Traffic has been heavy for February on Lazy Point Road after word got out that a much-photographed house on pilings had at long last collapsed into the bay.
Fallen houses have always drawn crowds. There is something in the way a thing of such apparent permanence succumbs that stirs doubts about our own misplaced sense of immortality. Memory, too, is fleeting; the Mulford Lane house now at rest amid the salt ice is not the first to have fallen there.
Long before social media and especially the Montauk photographer James Katsipis made the house famous, another one out on Mulford Lane, became undermined by erosion and was removed by the Town of East Hampton.
It was the winter of 2000-1 when Don Sharkey, the town building inspector, said that the house at 159 Mulford Lane, by then over water even at low tide, had to come down. Its owners, Barbara and Gerry Preiser, balked so the town board voted to hire someone to do the work and bill the Preisers for the job after the fact.
There was already bad blood: A year earlier, the town cited the couple for having work done on the house without permits and for not having a certificate of occupancy. The town sued after the Preisers refused to pay the roughly $4,000 cost of demolition.
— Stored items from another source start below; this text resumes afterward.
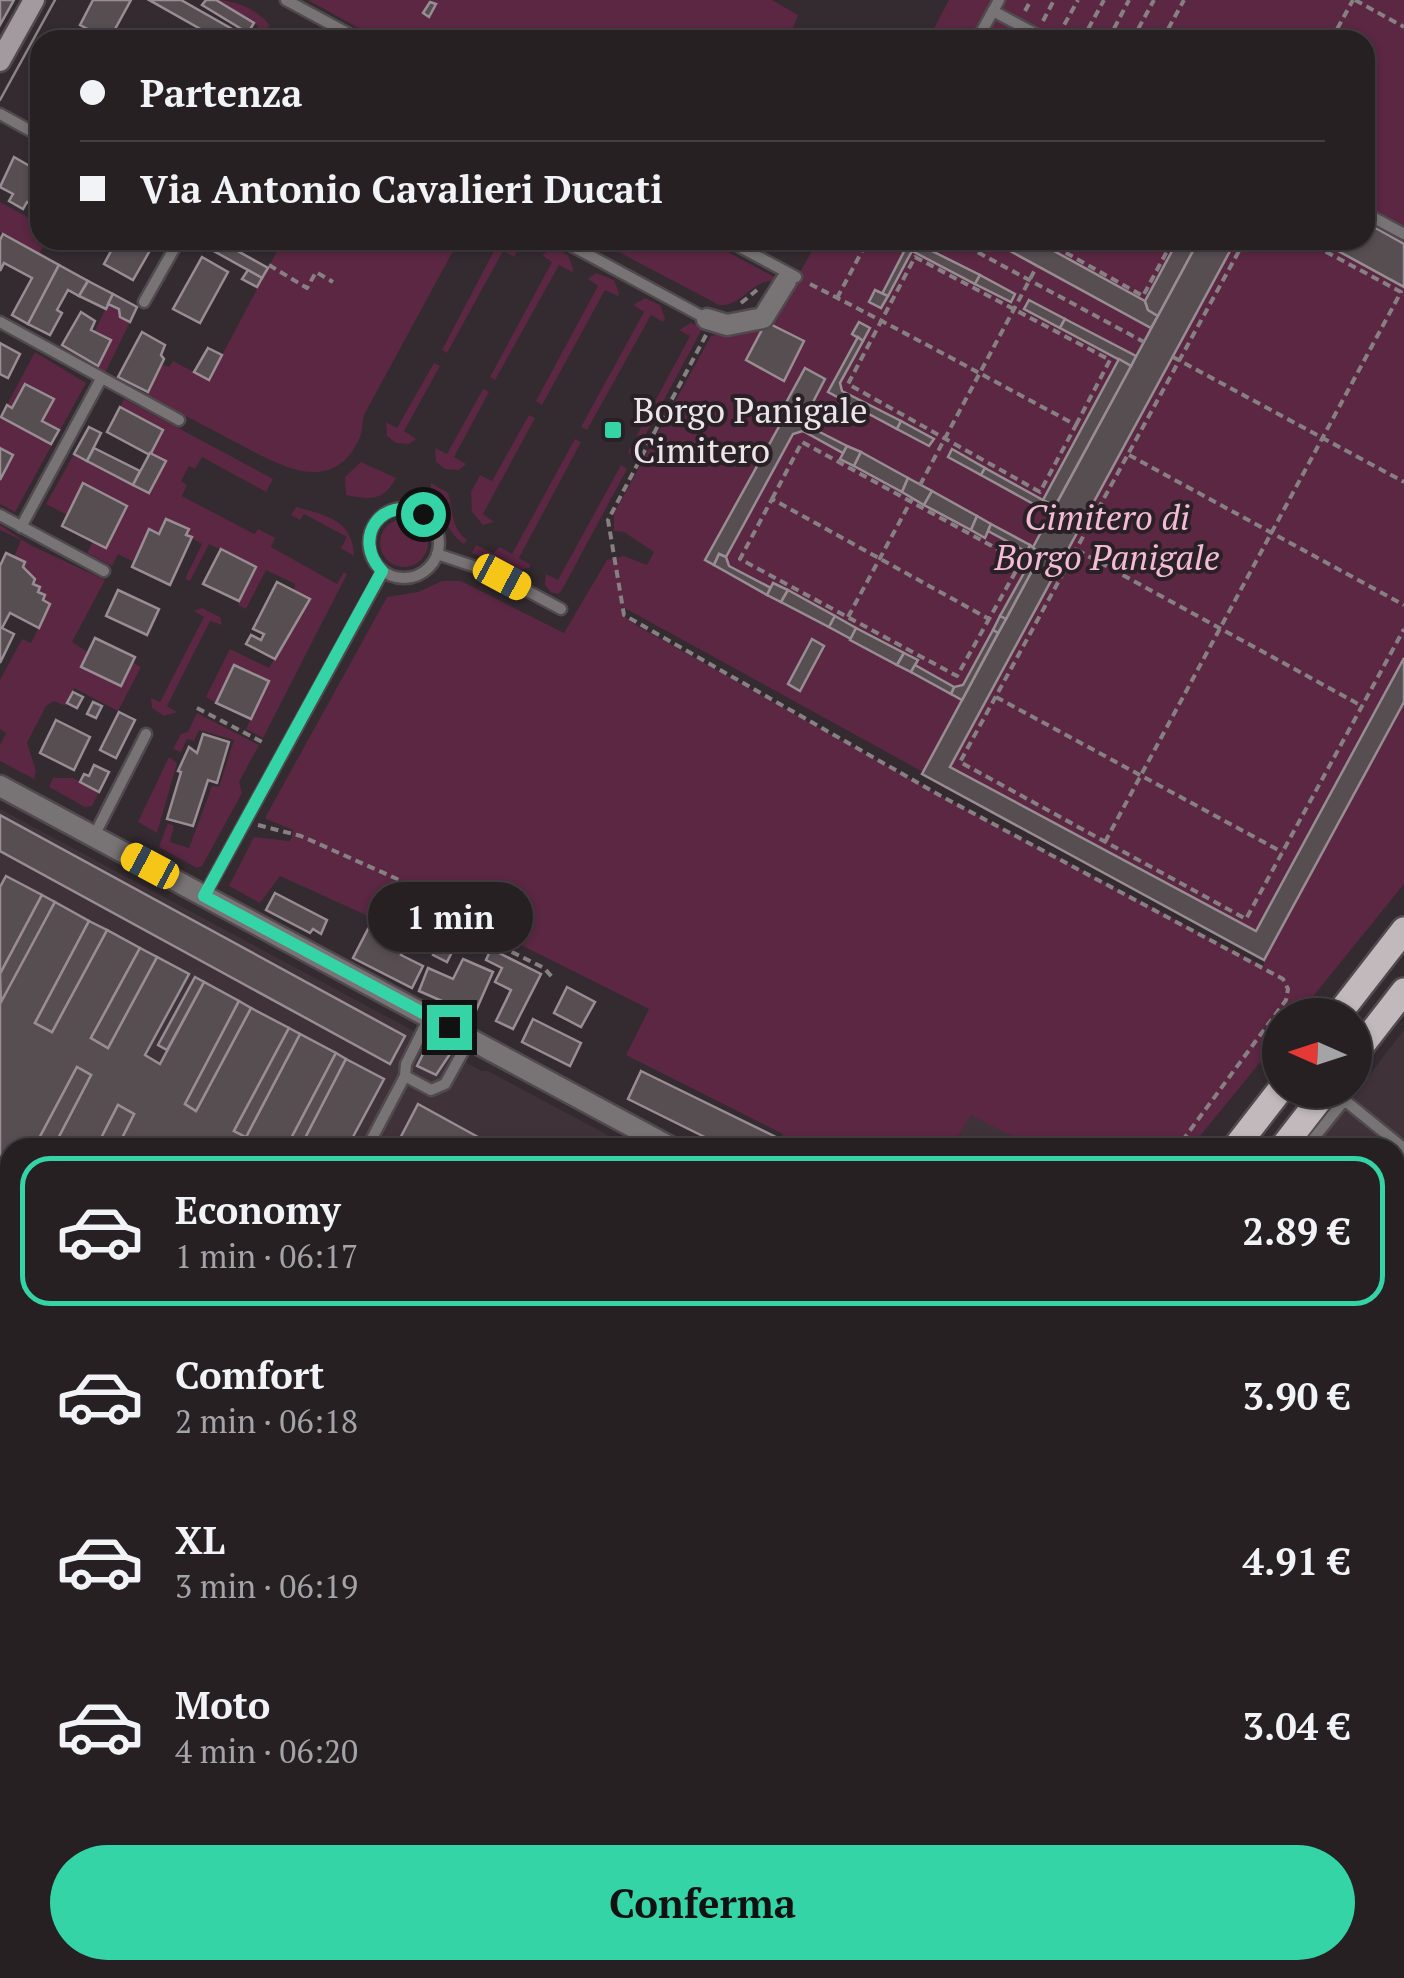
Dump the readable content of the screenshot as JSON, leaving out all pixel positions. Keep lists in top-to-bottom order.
{
  "parks": ["Cimitero di Borgo Panigale"],
  "places": {
    "transit": ["Borgo Panigale Cimitero"]
  },
  "north": "left",
  "page": {
    "banner": ["Partenza", "Via Antonio Cavalieri Ducati"],
    "bubble": "1 min",
    "list": [
      {
        "name": "Economy",
        "note": "1 min · 06:17",
        "value": "2.89 €"
      },
      {
        "name": "Comfort",
        "note": "2 min · 06:18",
        "value": "3.90 €"
      },
      {
        "name": "XL",
        "note": "3 min · 06:19",
        "value": "4.91 €"
      },
      {
        "name": "Moto",
        "note": "4 min · 06:20",
        "value": "3.04 €"
      }
    ],
    "buttons": "Conferma"
  }
}
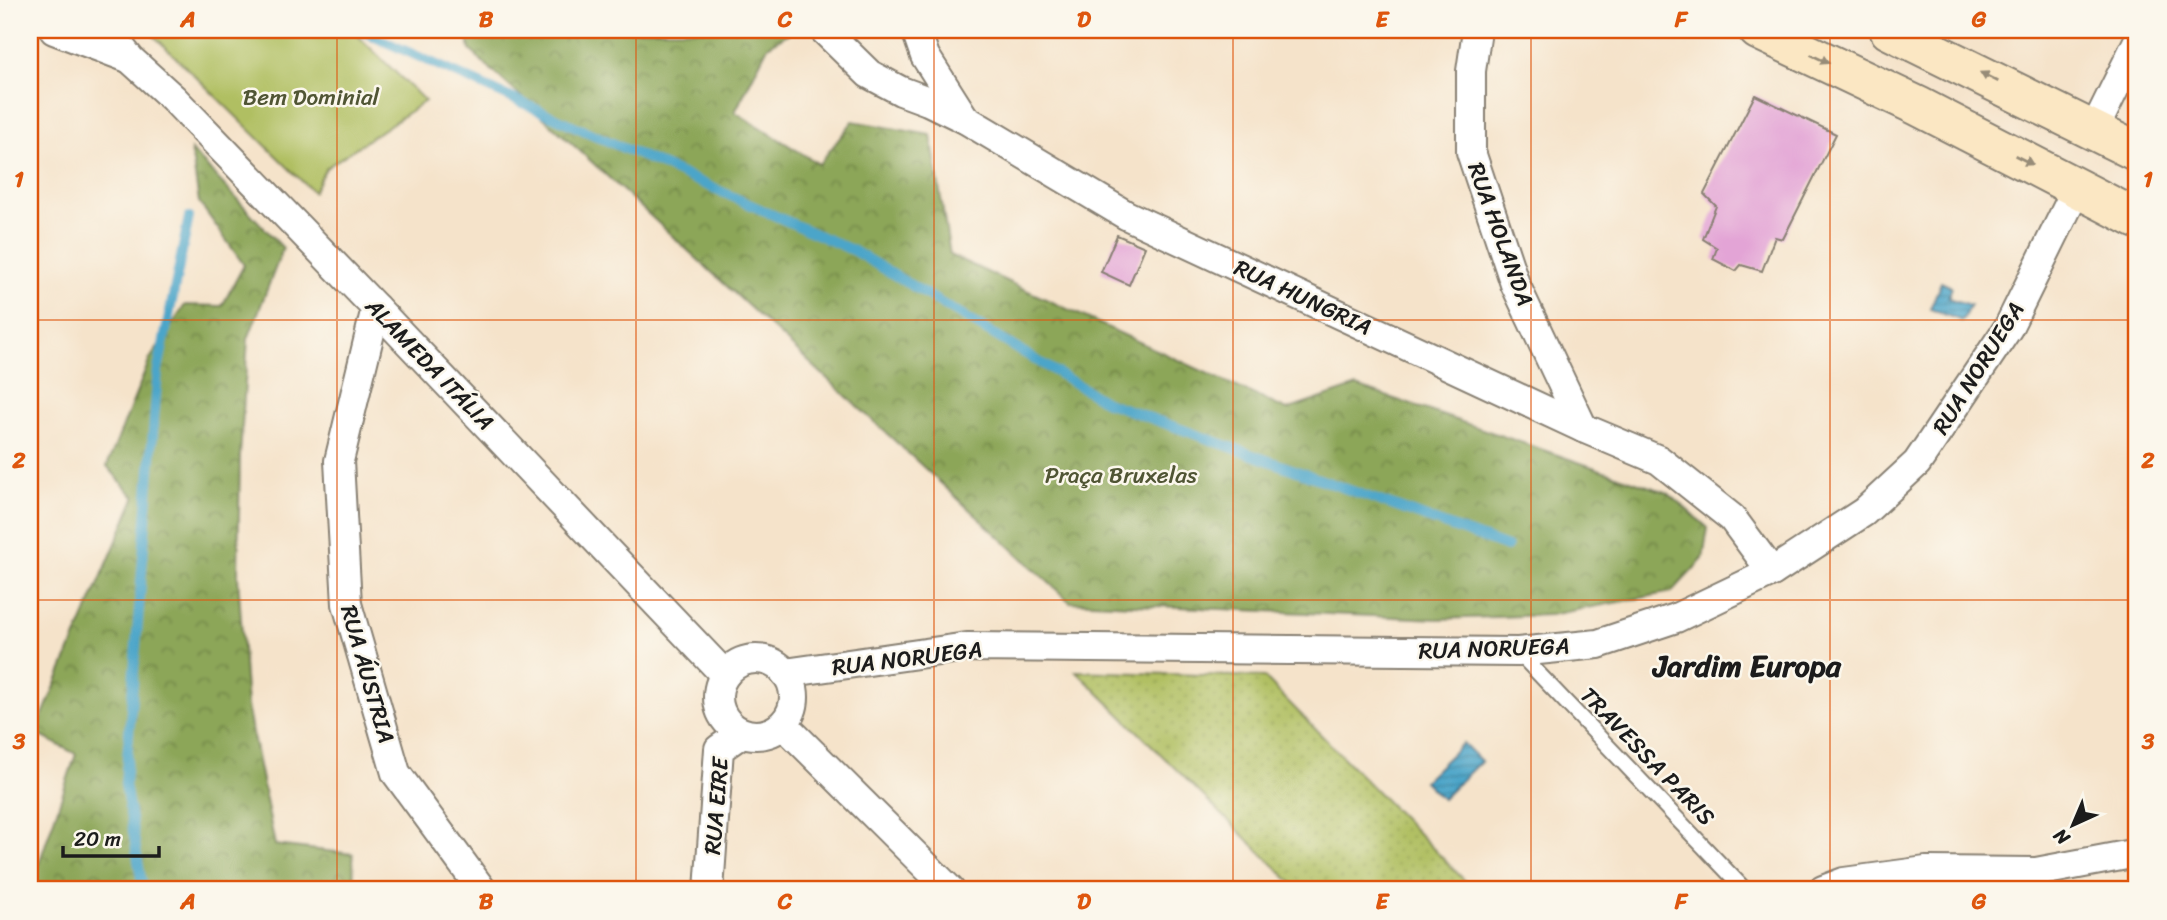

In turn, the Preisers sued the town, seeking damages for the loss of their house even though it had been uninhabitable.
The parties settled about nine months later, with the town accepting the now-mostly underwater property as a gift and absolving the Preisers of the demo cost and about $3,600 in back taxes they owed. That parcel now is bay bottom, too, well more than 100 feet from the shore. In a northerly wind, waves break on the next two houses landward.
Mulford Lane is part of a private subdivision and in theory open only to its residents. That had not stopped curious drivers from heading down to have a look. Instagram comments this week have lamented the loss of an icon, but it, too, will be forgotten soon enough.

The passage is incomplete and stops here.